Stored items from a collection:
——
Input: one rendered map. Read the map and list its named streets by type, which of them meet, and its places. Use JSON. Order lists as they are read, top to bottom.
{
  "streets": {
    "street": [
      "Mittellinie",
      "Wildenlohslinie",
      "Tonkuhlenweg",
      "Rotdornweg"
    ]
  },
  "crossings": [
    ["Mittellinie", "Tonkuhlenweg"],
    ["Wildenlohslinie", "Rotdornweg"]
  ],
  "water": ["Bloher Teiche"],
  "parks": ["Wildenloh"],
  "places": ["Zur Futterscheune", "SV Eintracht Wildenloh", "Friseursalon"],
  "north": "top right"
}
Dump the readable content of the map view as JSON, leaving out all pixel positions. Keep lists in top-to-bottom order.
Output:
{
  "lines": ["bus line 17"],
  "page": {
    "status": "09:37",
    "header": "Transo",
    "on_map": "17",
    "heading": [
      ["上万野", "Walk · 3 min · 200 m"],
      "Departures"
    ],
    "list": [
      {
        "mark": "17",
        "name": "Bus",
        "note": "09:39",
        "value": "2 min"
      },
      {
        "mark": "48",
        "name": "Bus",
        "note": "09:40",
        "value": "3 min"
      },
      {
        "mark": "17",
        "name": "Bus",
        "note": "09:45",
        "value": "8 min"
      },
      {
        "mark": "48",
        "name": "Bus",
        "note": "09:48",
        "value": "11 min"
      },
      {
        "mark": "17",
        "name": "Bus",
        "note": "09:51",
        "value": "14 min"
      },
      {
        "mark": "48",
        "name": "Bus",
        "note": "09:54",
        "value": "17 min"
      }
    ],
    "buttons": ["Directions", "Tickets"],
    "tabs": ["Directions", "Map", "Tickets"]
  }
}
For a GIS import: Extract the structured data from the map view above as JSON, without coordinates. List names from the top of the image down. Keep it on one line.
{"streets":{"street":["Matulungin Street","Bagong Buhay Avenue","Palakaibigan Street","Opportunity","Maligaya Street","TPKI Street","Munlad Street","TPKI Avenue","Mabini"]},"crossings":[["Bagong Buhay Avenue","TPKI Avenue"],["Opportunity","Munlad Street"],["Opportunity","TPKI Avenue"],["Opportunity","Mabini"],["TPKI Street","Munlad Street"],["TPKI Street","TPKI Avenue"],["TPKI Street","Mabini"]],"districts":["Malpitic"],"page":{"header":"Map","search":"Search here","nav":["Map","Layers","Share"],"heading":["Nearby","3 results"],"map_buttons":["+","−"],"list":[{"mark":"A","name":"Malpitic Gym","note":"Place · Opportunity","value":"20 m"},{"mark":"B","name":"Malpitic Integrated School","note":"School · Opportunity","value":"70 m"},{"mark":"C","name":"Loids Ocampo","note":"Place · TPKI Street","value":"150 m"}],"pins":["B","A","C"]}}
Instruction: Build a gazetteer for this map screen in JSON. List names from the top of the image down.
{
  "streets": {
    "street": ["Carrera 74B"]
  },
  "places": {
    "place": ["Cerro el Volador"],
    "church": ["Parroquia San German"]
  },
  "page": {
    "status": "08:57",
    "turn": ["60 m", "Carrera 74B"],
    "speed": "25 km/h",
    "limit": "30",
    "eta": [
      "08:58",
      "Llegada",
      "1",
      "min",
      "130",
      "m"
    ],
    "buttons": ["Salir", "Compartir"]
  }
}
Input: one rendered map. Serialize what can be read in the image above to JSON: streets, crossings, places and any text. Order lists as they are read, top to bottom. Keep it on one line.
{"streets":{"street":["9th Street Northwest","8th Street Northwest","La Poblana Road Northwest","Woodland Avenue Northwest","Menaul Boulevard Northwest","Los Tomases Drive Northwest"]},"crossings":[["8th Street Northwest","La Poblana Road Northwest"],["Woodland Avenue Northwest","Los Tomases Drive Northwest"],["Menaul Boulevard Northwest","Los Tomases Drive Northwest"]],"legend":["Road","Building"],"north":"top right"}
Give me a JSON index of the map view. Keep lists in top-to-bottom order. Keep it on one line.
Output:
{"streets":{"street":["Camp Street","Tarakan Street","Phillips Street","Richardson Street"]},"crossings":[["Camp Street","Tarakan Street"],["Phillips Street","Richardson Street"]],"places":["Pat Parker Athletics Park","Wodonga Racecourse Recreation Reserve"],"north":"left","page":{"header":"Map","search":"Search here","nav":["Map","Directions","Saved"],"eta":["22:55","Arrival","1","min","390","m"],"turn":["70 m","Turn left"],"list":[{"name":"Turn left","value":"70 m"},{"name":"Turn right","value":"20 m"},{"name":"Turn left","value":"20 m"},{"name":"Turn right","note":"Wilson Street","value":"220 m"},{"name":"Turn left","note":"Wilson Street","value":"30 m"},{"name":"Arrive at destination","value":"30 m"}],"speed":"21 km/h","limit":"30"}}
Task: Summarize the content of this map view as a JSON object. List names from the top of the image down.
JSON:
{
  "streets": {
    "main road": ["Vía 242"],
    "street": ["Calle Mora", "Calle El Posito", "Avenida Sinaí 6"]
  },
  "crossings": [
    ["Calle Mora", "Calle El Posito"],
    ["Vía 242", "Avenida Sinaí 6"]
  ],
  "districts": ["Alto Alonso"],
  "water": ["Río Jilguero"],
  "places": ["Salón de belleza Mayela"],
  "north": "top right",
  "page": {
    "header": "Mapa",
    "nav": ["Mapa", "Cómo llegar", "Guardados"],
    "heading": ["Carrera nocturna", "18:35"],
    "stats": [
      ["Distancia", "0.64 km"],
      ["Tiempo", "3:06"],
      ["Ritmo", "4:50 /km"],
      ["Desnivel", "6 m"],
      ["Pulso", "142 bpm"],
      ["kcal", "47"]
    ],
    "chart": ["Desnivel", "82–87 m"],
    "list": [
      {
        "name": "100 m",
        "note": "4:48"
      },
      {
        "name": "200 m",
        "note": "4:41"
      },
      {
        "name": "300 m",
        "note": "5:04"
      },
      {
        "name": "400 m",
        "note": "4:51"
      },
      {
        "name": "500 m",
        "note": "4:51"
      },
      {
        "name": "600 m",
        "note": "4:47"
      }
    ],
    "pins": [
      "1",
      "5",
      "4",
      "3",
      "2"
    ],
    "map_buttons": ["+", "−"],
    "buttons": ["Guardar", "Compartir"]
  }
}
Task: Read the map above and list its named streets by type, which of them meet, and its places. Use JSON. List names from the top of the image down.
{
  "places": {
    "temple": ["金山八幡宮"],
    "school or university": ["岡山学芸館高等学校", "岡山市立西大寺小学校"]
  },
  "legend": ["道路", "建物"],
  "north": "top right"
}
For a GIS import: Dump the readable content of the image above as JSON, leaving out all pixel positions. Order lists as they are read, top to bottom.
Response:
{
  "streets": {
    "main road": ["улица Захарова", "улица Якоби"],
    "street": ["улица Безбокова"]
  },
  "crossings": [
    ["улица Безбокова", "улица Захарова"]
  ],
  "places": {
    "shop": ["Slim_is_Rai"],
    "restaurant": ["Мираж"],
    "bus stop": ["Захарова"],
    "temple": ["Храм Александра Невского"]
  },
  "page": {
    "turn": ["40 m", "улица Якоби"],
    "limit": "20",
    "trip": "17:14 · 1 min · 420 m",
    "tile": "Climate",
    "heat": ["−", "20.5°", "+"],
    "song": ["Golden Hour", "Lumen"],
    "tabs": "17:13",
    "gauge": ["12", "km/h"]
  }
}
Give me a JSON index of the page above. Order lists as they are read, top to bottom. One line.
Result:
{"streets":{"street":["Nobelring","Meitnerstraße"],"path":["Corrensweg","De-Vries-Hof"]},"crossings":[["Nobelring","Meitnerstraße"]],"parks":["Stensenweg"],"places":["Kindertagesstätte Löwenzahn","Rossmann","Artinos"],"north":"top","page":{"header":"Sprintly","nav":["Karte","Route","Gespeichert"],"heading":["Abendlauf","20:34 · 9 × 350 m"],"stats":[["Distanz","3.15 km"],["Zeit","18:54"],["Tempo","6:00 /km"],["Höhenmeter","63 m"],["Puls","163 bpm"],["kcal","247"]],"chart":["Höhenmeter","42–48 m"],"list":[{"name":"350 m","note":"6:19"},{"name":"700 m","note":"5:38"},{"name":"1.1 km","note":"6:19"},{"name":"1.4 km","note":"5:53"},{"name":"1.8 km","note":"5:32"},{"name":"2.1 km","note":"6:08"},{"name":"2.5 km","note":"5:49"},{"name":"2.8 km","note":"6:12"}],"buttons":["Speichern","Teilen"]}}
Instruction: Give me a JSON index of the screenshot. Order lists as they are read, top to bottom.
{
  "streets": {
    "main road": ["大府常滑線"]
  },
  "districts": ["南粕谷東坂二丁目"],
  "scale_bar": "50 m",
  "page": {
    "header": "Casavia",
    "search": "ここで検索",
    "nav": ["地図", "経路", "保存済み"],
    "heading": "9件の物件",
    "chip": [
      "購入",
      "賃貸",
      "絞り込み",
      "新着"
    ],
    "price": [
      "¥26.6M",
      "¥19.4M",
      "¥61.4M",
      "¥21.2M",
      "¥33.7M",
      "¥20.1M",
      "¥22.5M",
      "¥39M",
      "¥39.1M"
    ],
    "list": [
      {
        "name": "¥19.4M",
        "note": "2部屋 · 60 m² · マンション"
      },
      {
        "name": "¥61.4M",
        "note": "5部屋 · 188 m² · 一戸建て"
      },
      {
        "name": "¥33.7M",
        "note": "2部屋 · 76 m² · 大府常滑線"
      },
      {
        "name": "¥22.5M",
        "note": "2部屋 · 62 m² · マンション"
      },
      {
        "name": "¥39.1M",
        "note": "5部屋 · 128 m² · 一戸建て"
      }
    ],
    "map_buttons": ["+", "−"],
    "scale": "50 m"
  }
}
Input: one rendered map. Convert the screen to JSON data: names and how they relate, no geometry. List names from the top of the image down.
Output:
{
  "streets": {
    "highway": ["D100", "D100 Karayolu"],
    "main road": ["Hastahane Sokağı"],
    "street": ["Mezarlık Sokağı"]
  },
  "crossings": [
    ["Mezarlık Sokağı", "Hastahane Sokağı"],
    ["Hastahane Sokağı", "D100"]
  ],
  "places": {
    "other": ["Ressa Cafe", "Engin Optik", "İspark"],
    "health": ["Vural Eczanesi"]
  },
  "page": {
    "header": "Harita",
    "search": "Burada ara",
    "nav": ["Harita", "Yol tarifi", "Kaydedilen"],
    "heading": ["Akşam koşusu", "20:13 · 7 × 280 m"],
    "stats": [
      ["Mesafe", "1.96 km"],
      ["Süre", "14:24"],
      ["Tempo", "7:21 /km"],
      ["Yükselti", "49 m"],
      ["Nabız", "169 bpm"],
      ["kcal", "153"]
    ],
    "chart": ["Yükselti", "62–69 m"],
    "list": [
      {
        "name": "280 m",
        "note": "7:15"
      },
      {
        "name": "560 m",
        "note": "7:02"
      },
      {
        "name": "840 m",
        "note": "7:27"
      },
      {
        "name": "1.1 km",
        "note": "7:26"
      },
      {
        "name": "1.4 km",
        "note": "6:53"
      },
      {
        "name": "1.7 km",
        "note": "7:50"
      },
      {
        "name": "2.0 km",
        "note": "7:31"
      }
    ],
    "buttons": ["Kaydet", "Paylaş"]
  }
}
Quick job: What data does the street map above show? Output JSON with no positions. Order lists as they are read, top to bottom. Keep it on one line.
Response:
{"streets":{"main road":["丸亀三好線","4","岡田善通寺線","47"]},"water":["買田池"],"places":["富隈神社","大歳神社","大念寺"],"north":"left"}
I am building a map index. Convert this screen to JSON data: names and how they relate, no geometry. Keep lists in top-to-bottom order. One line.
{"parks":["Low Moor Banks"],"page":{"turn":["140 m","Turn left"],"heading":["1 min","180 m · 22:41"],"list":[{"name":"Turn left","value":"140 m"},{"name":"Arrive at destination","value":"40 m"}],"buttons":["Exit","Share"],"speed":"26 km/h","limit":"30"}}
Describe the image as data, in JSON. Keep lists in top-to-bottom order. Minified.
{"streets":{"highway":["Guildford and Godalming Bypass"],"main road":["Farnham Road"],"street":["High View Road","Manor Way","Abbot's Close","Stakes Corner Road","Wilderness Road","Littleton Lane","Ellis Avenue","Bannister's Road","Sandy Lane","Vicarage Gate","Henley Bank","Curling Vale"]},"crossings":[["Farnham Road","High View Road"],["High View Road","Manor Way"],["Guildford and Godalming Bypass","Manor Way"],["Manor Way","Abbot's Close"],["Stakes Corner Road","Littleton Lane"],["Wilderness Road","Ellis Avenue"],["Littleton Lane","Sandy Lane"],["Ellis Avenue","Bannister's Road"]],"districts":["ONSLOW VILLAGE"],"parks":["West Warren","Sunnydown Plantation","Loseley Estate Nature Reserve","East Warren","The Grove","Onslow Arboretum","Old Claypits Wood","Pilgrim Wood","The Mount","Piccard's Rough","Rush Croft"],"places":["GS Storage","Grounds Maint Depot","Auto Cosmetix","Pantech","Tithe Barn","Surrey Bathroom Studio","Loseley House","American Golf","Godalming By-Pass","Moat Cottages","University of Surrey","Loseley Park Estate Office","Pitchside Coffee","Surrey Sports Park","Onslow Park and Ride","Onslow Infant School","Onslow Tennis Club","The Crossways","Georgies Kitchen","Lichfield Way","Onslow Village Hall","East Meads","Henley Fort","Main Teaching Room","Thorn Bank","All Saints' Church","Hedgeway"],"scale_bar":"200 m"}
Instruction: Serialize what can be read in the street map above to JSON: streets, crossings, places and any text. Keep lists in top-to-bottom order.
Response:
——
What to work on: Beginning at the line with "Task: Summarize the" and stopping after the line with "For a GIS import: Dump", please write out every line of the data above exactly and nothing else.

Solved exercise:
Task: Summarize the content of this map view as a JSON object. List names from the top of the image down.
JSON:
{
  "streets": {
    "main road": ["Vía 242"],
    "street": ["Calle Mora", "Calle El Posito", "Avenida Sinaí 6"]
  },
  "crossings": [
    ["Calle Mora", "Calle El Posito"],
    ["Vía 242", "Avenida Sinaí 6"]
  ],
  "districts": ["Alto Alonso"],
  "water": ["Río Jilguero"],
  "places": ["Salón de belleza Mayela"],
  "north": "top right",
  "page": {
    "header": "Mapa",
    "nav": ["Mapa", "Cómo llegar", "Guardados"],
    "heading": ["Carrera nocturna", "18:35"],
    "stats": [
      ["Distancia", "0.64 km"],
      ["Tiempo", "3:06"],
      ["Ritmo", "4:50 /km"],
      ["Desnivel", "6 m"],
      ["Pulso", "142 bpm"],
      ["kcal", "47"]
    ],
    "chart": ["Desnivel", "82–87 m"],
    "list": [
      {
        "name": "100 m",
        "note": "4:48"
      },
      {
        "name": "200 m",
        "note": "4:41"
      },
      {
        "name": "300 m",
        "note": "5:04"
      },
      {
        "name": "400 m",
        "note": "4:51"
      },
      {
        "name": "500 m",
        "note": "4:51"
      },
      {
        "name": "600 m",
        "note": "4:47"
      }
    ],
    "pins": [
      "1",
      "5",
      "4",
      "3",
      "2"
    ],
    "map_buttons": ["+", "−"],
    "buttons": ["Guardar", "Compartir"]
  }
}
Task: Read the map above and list its named streets by type, which of them meet, and its places. Use JSON. List names from the top of the image down.
{
  "places": {
    "temple": ["金山八幡宮"],
    "school or university": ["岡山学芸館高等学校", "岡山市立西大寺小学校"]
  },
  "legend": ["道路", "建物"],
  "north": "top right"
}
For a GIS import: Dump the readable content of the image above as JSON, leaving out all pixel positions. Order lists as they are read, top to bottom.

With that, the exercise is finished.